Arcadia-Science / noveltree

NovelTree is a highly parallelized and computationally efficient phylogenomic workflow that infers gene families, gene family trees, species trees, and gene family evolutionary history.
GNU Affero General Public License v3.0
17 stars 3 forks source link

Ap/sppid protid delim #84

Open austinhpatton opened 1 year ago

austinhpatton commented 1 year ago

Okay, so as we briefly discussed, this is a (relatively) simple change to use an updated naming convention for protein IDs, made to be consistent with the snakemake preprocessing workflow.

Old convention was: Genus_species:proteinID

The colon got replaced by an underscore by orthofinder, which made splitting the species and protein ID more challenging.

Now, the convention is: Genus-species_proteinID

The changes I implemented here basically just parameterize the delimiter, making _ the default, but splitting the two identifiers using the parameter value within the annotation module.

I haven't actually tested it yet (hence the draft PR), but will make an updated version of the test dataset that follows this convention so that I can do so.

austinhpatton commented 1 year ago

Okay, so I've made a number of changes, and this now works as anticipated.

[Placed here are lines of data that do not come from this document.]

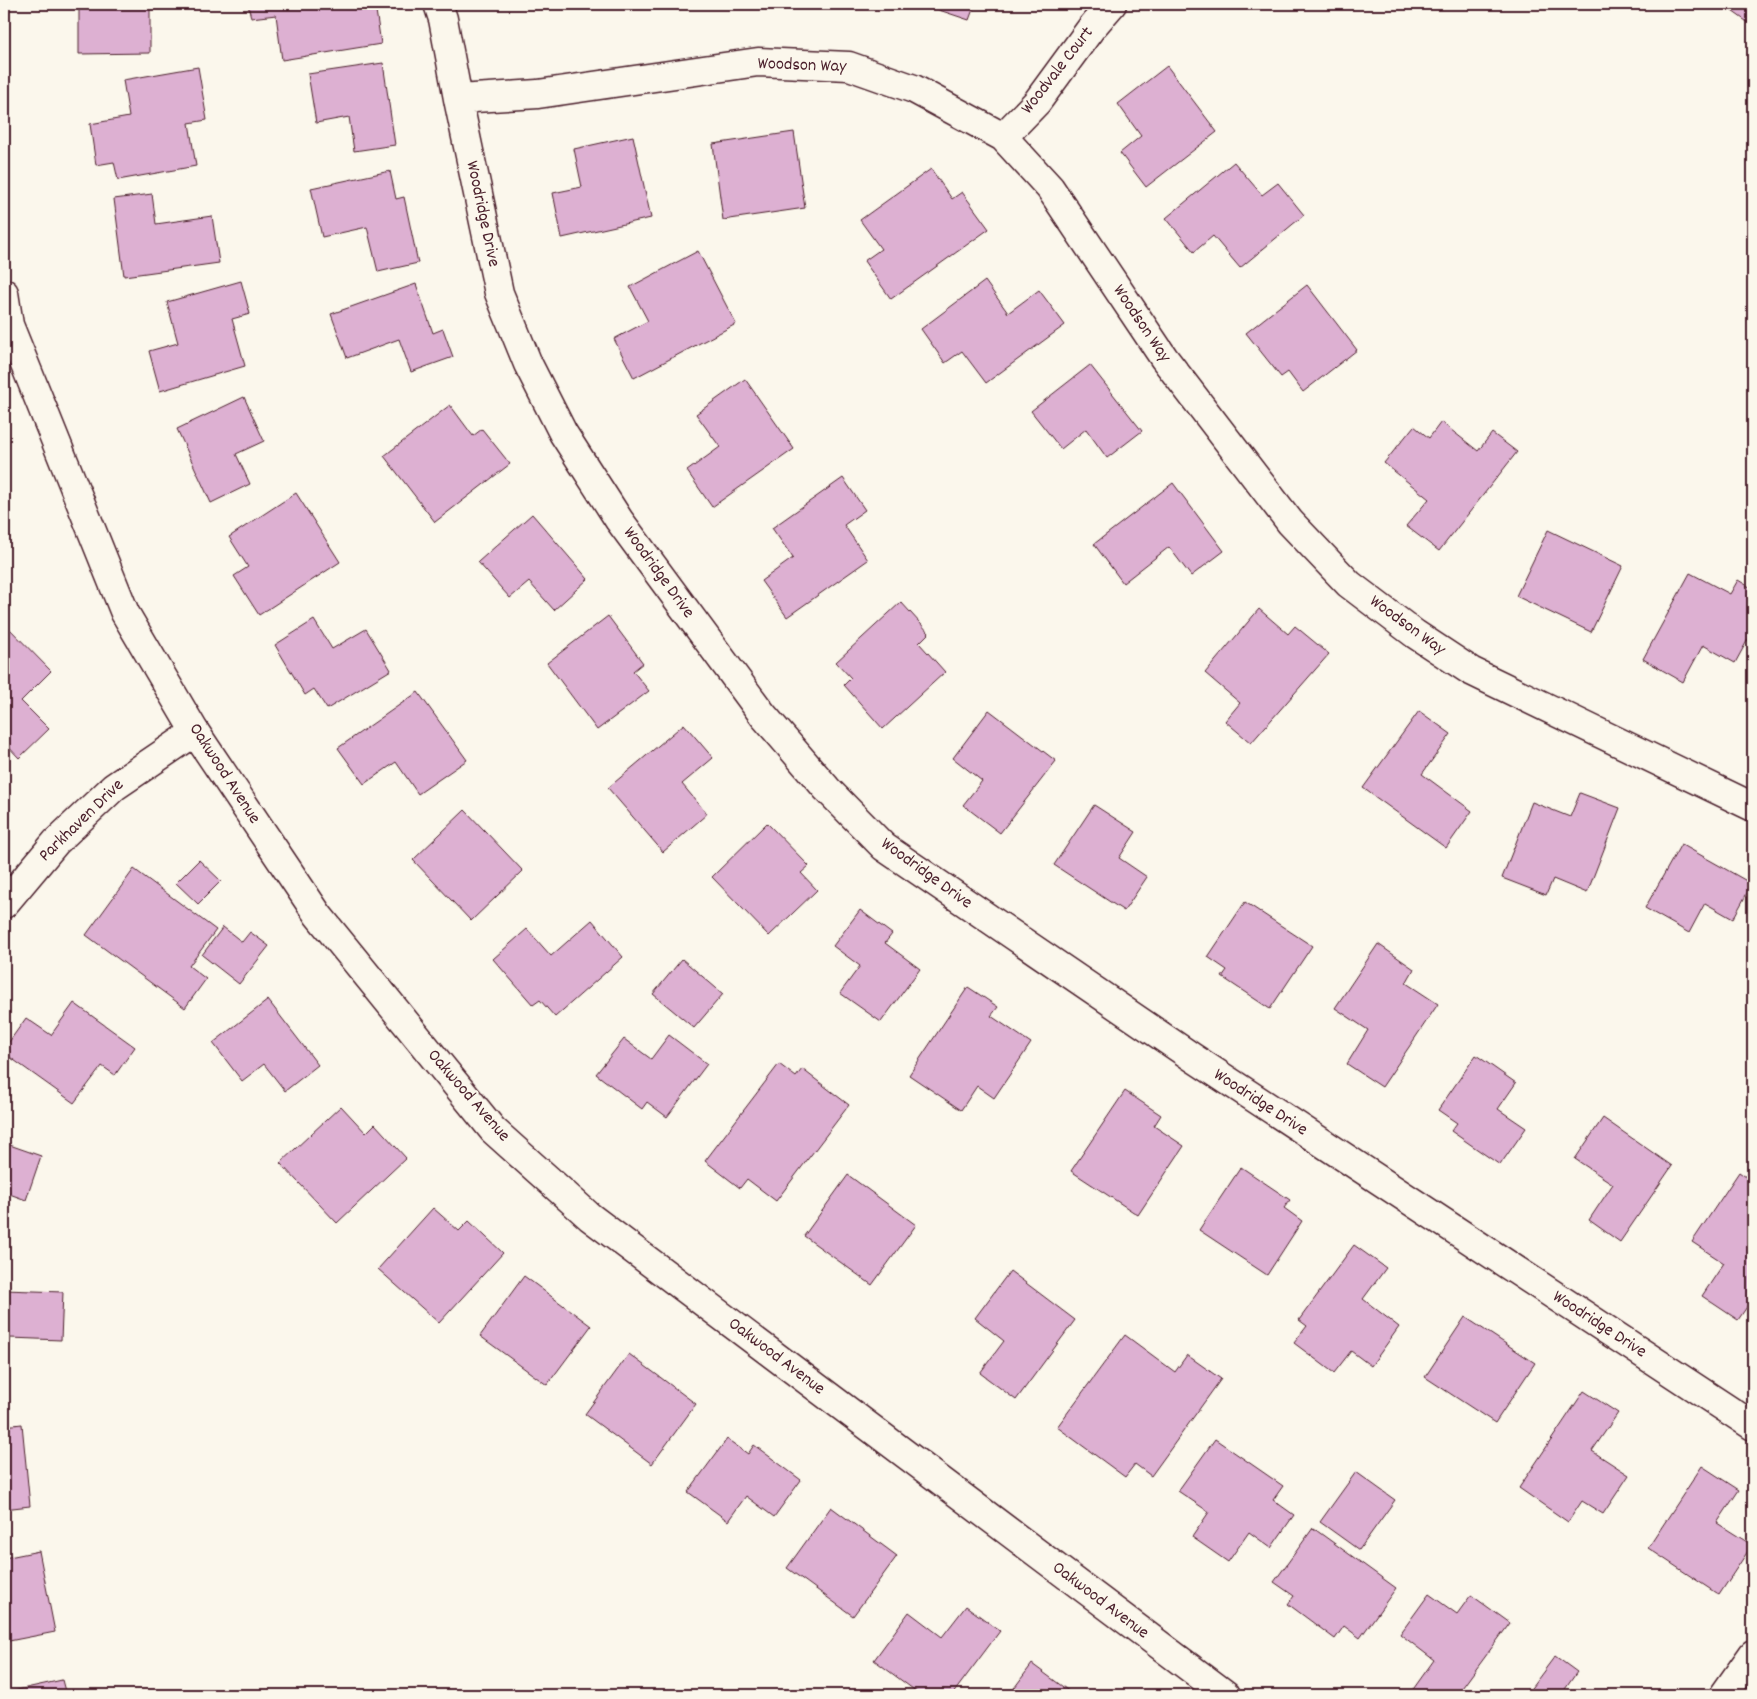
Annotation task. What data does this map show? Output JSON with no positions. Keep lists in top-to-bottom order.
{
  "streets": {
    "street": [
      "Woodson Way",
      "Woodvale Court",
      "Woodridge Drive",
      "Oakwood Avenue",
      "Parkhaven Drive"
    ]
  },
  "crossings": [
    ["Woodson Way", "Woodvale Court"],
    ["Woodson Way", "Woodridge Drive"],
    ["Oakwood Avenue", "Parkhaven Drive"]
  ]
}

  1. I've made the naming of the sppid_protid_delim parameter consistent throughout
  2. The delimiter is provided as input to the cogeqc R script, which is then used to split the sequence headers - this works using either naming convention.

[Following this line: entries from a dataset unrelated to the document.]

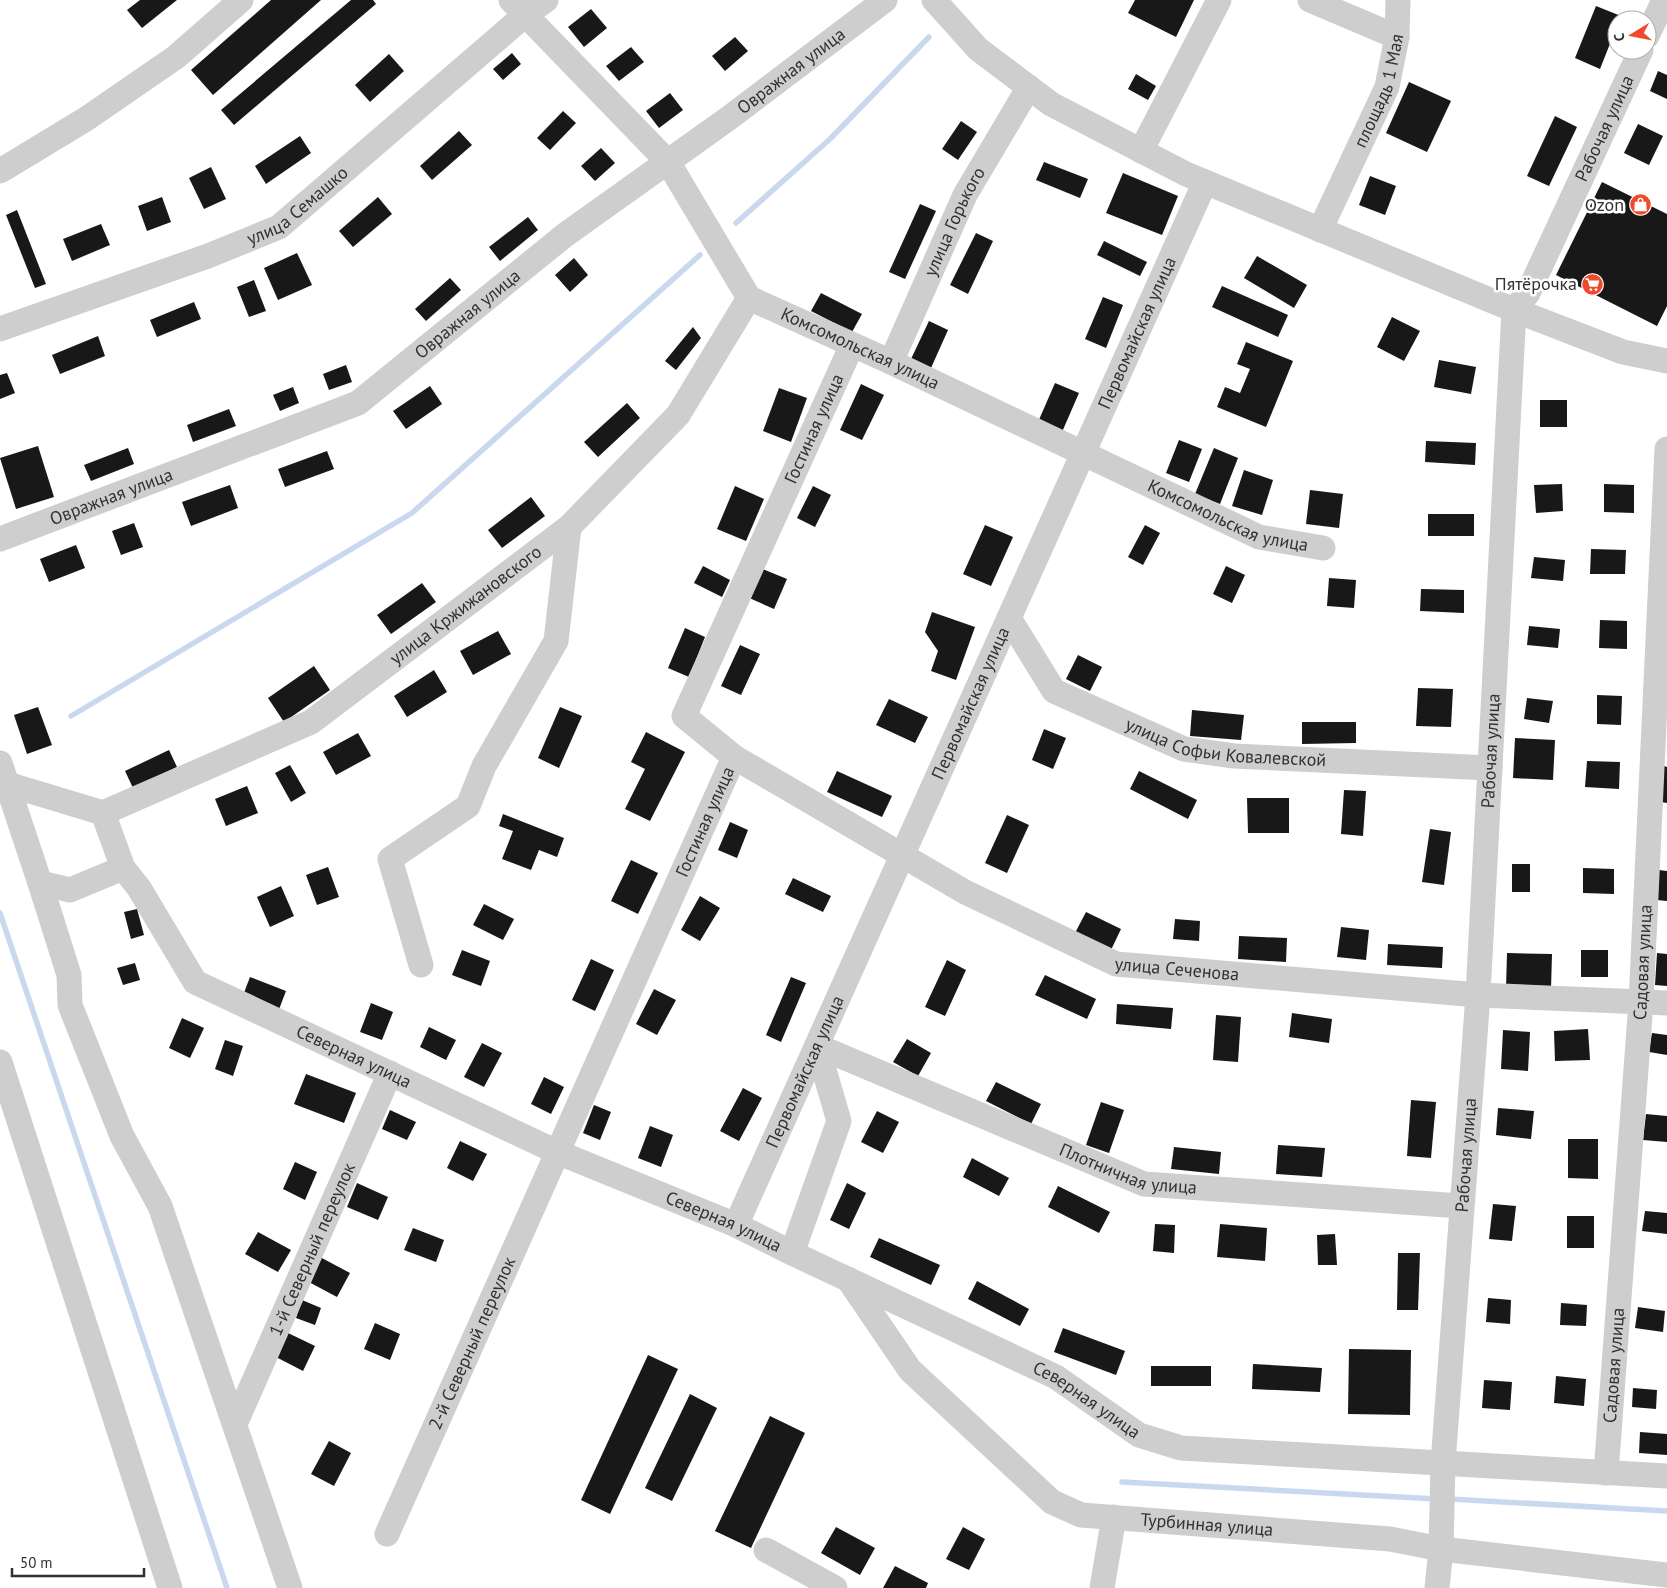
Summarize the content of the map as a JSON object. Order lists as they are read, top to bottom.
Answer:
{
  "streets": {
    "street": [
      "Овражная улица",
      "площадь 1 Мая",
      "Рабочая улица",
      "улица Семашко",
      "улица Горького",
      "Первомайская улица",
      "Комсомольская улица",
      "Гостиная улица",
      "улица Кржижановского",
      "улица Софьи Ковалевской",
      "Садовая улица",
      "улица Сеченова",
      "Северная улица",
      "Плотничная улица",
      "1-й Северный переулок",
      "2-й Северный переулок",
      "Турбинная улица"
    ]
  },
  "crossings": [
    ["Рабочая улица", "улица Софьи Ковалевской"],
    ["Рабочая улица", "улица Сеченова"],
    ["Рабочая улица", "Северная улица"],
    ["Рабочая улица", "Плотничная улица"],
    ["Рабочая улица", "Турбинная улица"],
    ["улица Горького", "Комсомольская улица"],
    ["Первомайская улица", "Комсомольская улица"],
    ["Первомайская улица", "улица Софьи Ковалевской"],
    ["Первомайская улица", "улица Сеченова"],
    ["Первомайская улица", "Северная улица"],
    ["Первомайская улица", "Плотничная улица"],
    ["Комсомольская улица", "Гостиная улица"],
    ["Комсомольская улица", "улица Кржижановского"],
    ["Гостиная улица", "улица Сеченова"],
    ["Гостиная улица", "Северная улица"],
    ["Гостиная улица", "2-й Северный переулок"],
    ["улица Кржижановского", "Северная улица"],
    ["Садовая улица", "улица Сеченова"],
    ["Садовая улица", "Северная улица"],
    ["Северная улица", "1-й Северный переулок"],
    ["Северная улица", "2-й Северный переулок"],
    ["Северная улица", "Турбинная улица"]
  ],
  "places": {
    "shop": ["Ozon"],
    "supermarket": ["Пятёрочка"]
  },
  "scale_bar": "50 m",
  "north": "left"
}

I've not yet added in a check at the onset of the workflow to make sure that the sequence headers are named properly, though I have included a check to make sure it's actually in the sequence IDs, and stop the workflow if it's not, printing a useful error message to output in this case. I think we can make these checks a fair bit more extensive, but doing something like this could be part of a larger effort to build in checks throughout the workflow.